Затем перебивается рассказами доктора: “Мементо мори” (хотя и замечательного по сюжету, символа всеобще-связанной мировой революции, “фебрис революционис”, и автор как бы шлёт проклятие заблуждениям своей молодости) и “Садами миндальными” (сперва кажется: зря вставил, снижает общий накал сегодняшнего; потом постепенно открывается, что — нет, должно произойти и широкое осмысление всего содеянного, к дыханию извечному). А сквозного сюжета — и не будет в повести: вот так, в последних попытках людей выжить, и должна развернуться галерея лиц — большей частью страдающих, но — и обманщиков, и злодеев, и ставших злодеями на грани всеобщей смерти. И в соответствии с суровым тоном времени — все они высечены как из камня. И ничего другого — не надо, другого — и не спросишь с автора: вот такое оно и есть.
Однако некоторые места разговоров, особенно монологи доктора — с прямо-таки откровенным, непреоборимым заимствованием у Достоевского, это — зря, жаль. А такого немало.
Во второй половине строгость ужасного повествования, увы, сбивается, снижается декламацией, хоть и верной по своей разоблачительности. Разводнение риторикой — не к выигрышу для вещи. (Хотя — так естественно, что автор озлобился на равнодушных, сытых, благополучных западных союзников. “Вздохи тех, что и тебя когда-то спасали, прозрачная башня Эйфеля”. И с какою горечью об интеллигенции!) К концу нарастает и число возвышенных отступлений, это — не украшает, размягчает каменность общего изваяния.

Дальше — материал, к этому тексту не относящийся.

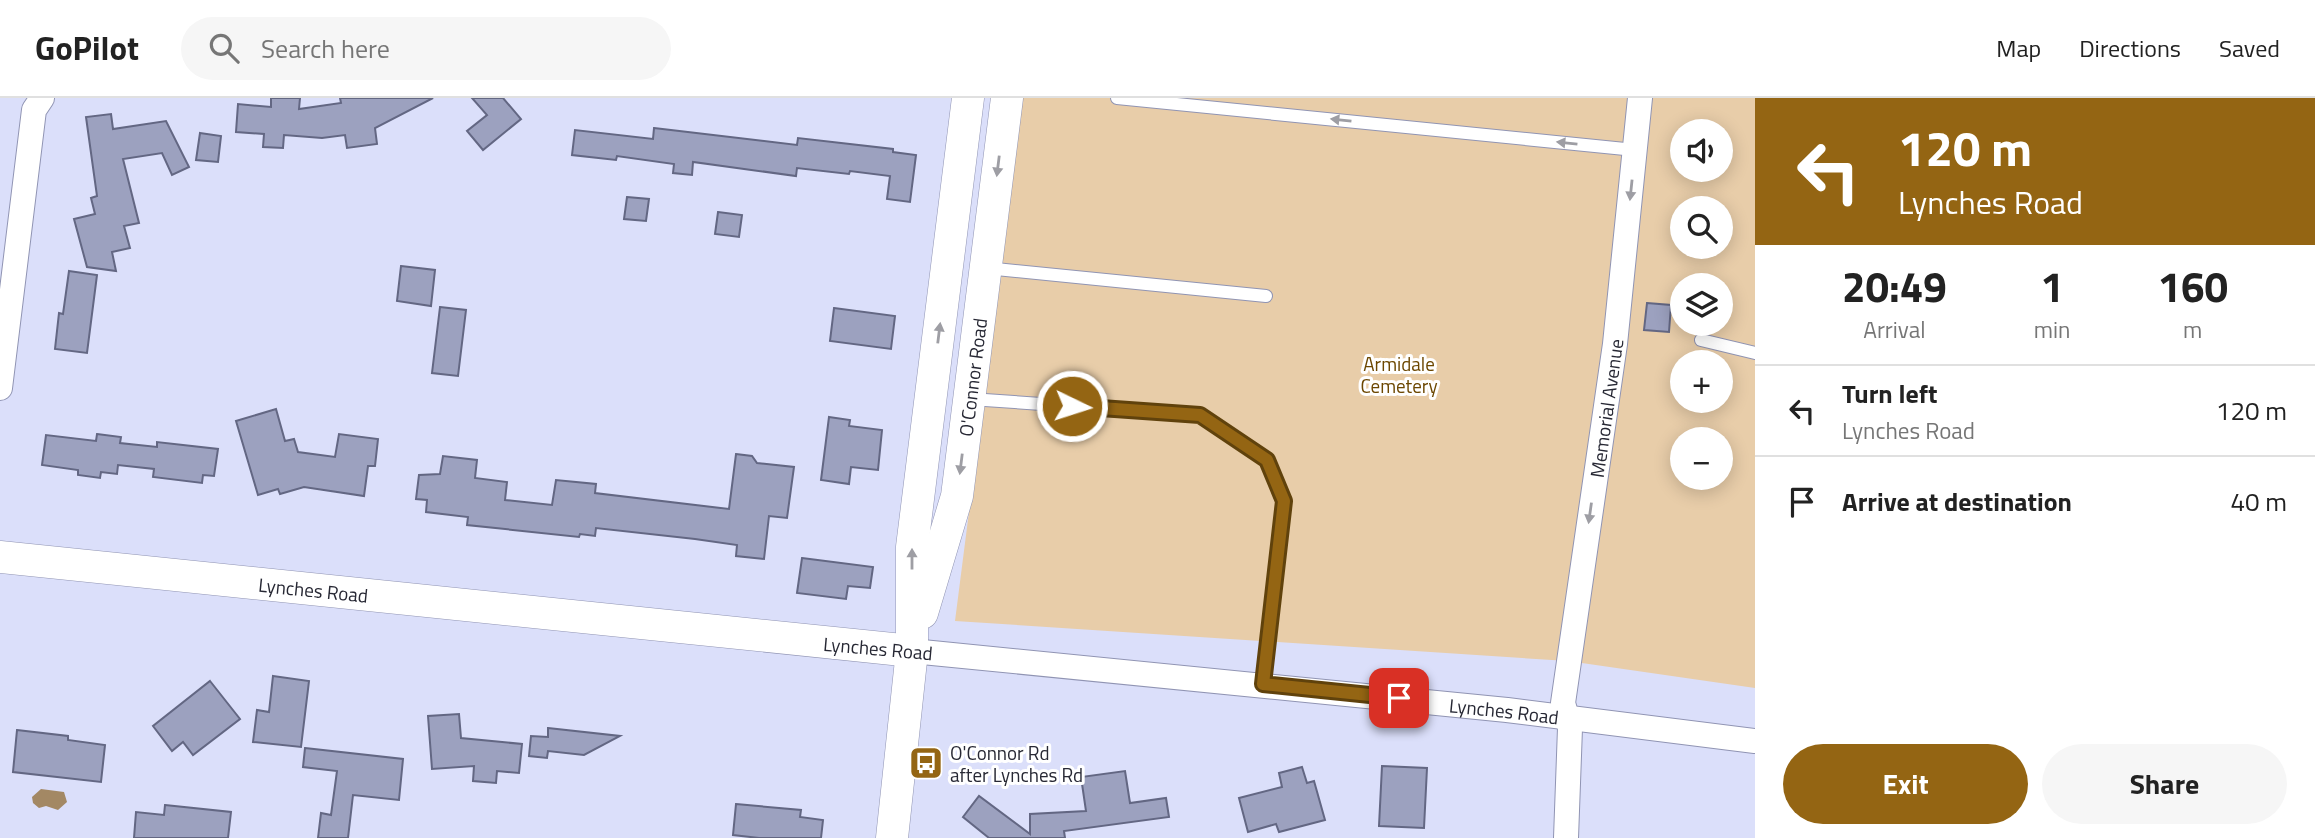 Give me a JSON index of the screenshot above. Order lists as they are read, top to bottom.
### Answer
{
  "streets": {
    "street": ["O'Connor Road", "Memorial Avenue", "Lynches Road"]
  },
  "crossings": [
    ["O'Connor Road", "Lynches Road"],
    ["Memorial Avenue", "Lynches Road"]
  ],
  "one_way": ["Memorial Avenue"],
  "parks": ["Armidale Cemetery"],
  "places": {
    "bus stop": ["O'Connor Rd after Lynches Rd"]
  },
  "page": {
    "header": "GoPilot",
    "search": "Search here",
    "nav": ["Map", "Directions", "Saved"],
    "turn": ["120 m", "Lynches Road"],
    "map_buttons": ["+", "−"],
    "eta": [
      "20:49",
      "Arrival",
      "1",
      "min",
      "160",
      "m"
    ],
    "list": [
      {
        "name": "Turn left",
        "note": "Lynches Road",
        "value": "120 m"
      },
      {
        "name": "Arrive at destination",
        "value": "40 m"
      }
    ],
    "buttons": ["Exit", "Share"]
  }
}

Сам повествователь поразительный идеалист: содержит индюшку с курами безо всякой выгоды, только к ущербу для себя (куры-собеседницы); часто делится последним с голодающими. — “Я больше не хожу по дорогам, не разговариваю ни с кем. Жизнь сгорела… Смотрю в глаза животных”; “немые коровьи слёзы”. — И отчётливо пробуждение в нём веры.
Всё это — он ненавязчиво даёт и сильно располагает к себе. И заклинание уверенное: “Время придёт — прочтётся”.

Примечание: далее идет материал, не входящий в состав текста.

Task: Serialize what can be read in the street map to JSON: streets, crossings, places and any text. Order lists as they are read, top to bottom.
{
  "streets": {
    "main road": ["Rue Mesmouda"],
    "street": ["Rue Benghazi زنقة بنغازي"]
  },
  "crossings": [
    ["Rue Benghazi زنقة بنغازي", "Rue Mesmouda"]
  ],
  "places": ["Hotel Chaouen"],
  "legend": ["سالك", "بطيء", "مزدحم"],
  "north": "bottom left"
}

Но вот странно: по всему повествованию автор живёт и действует в одиночку, один. А несколько раз заветно прорывается: “мы”, “наш дом”. Так он — с женой? Или так хранится память о его сыне, расстрелянном красными, ни разу им не упоминаемом (тоже загадка!), но будто — душевно сохраняемом рядом.
Тревожный тон поддерживается и необычными снами, с первой же страницы.

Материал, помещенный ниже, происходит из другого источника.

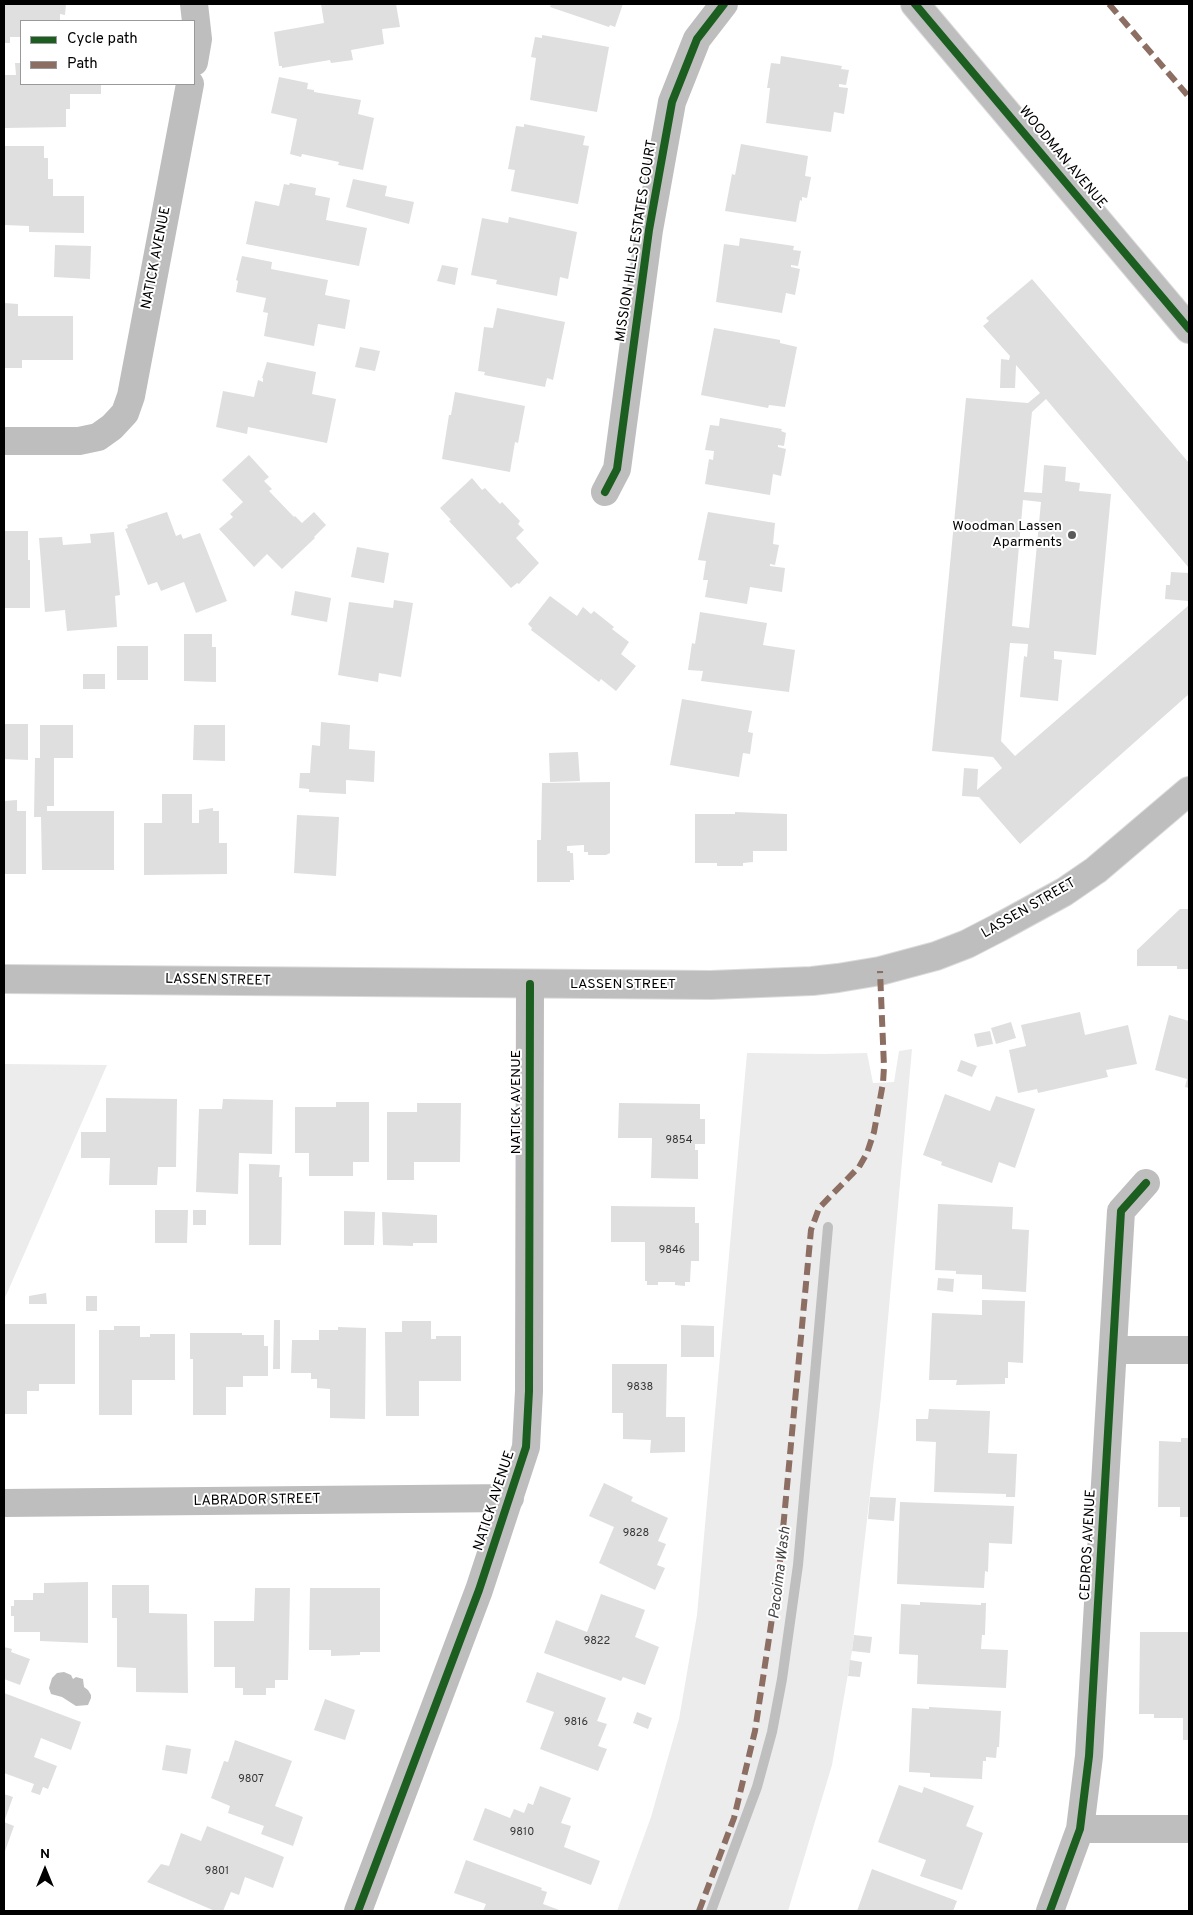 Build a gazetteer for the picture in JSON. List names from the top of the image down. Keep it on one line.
{"streets":{"street":["WOODMAN AVENUE","MISSION HILLS ESTATES COURT","NATICK AVENUE","LASSEN STREET","LABRADOR STREET","CEDROS AVENUE"]},"crossings":[["NATICK AVENUE","LASSEN STREET"],["NATICK AVENUE","LABRADOR STREET"]],"water":["Pacoima Wash"],"places":["Woodman Lassen Aparments"],"house_numbers":["9854","9846","9838","9828","9822","9816","9807","9810","9801"],"legend":["Cycle path","Path"],"north":"top"}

Начатая тоном отречённости от жизни и всего дорогого, повесть и вся прокатывается в пронзительной безысходности: “Календаря — не надо, бессрочнику — всё едино. Хуже, чем Робинзону: не будет точки на горизонте, и не ждать…”
— Ни о чём нельзя думать, не надо думать! Жадно смотри на солнце, пока глаза не стали оловянной ложкой.
— Солнце и в мёртвых глазах смеется.
— Теперь в земле лучше, чем на земле.
— Я хочу оборвать последнее, что меня вяжет с жизнью, — слова людские.
— Теперь на всём лежит печать ухода. И — не страшно.
— Кбак после такой помойки — поверишь, что там есть что-то?
— Какой же погост огромный! и сколько солнца!
— Но теперь нет души, и нет ничего святого. Содраны с человеческих душ покровы. Сорваны-пропиты кресты нательные. Последние слова-ласки втоптаны сапогами в ночную грязь.
— Боятся говорить. И думать скоро будут бояться.
— Останутся только дикие, — сумеют урвать последнее.
— Ужас в том, что они-то никакого ужаса не ощущают.
— Было ли Рождество? Не может быть Рождества. Кто может теперь родиться?!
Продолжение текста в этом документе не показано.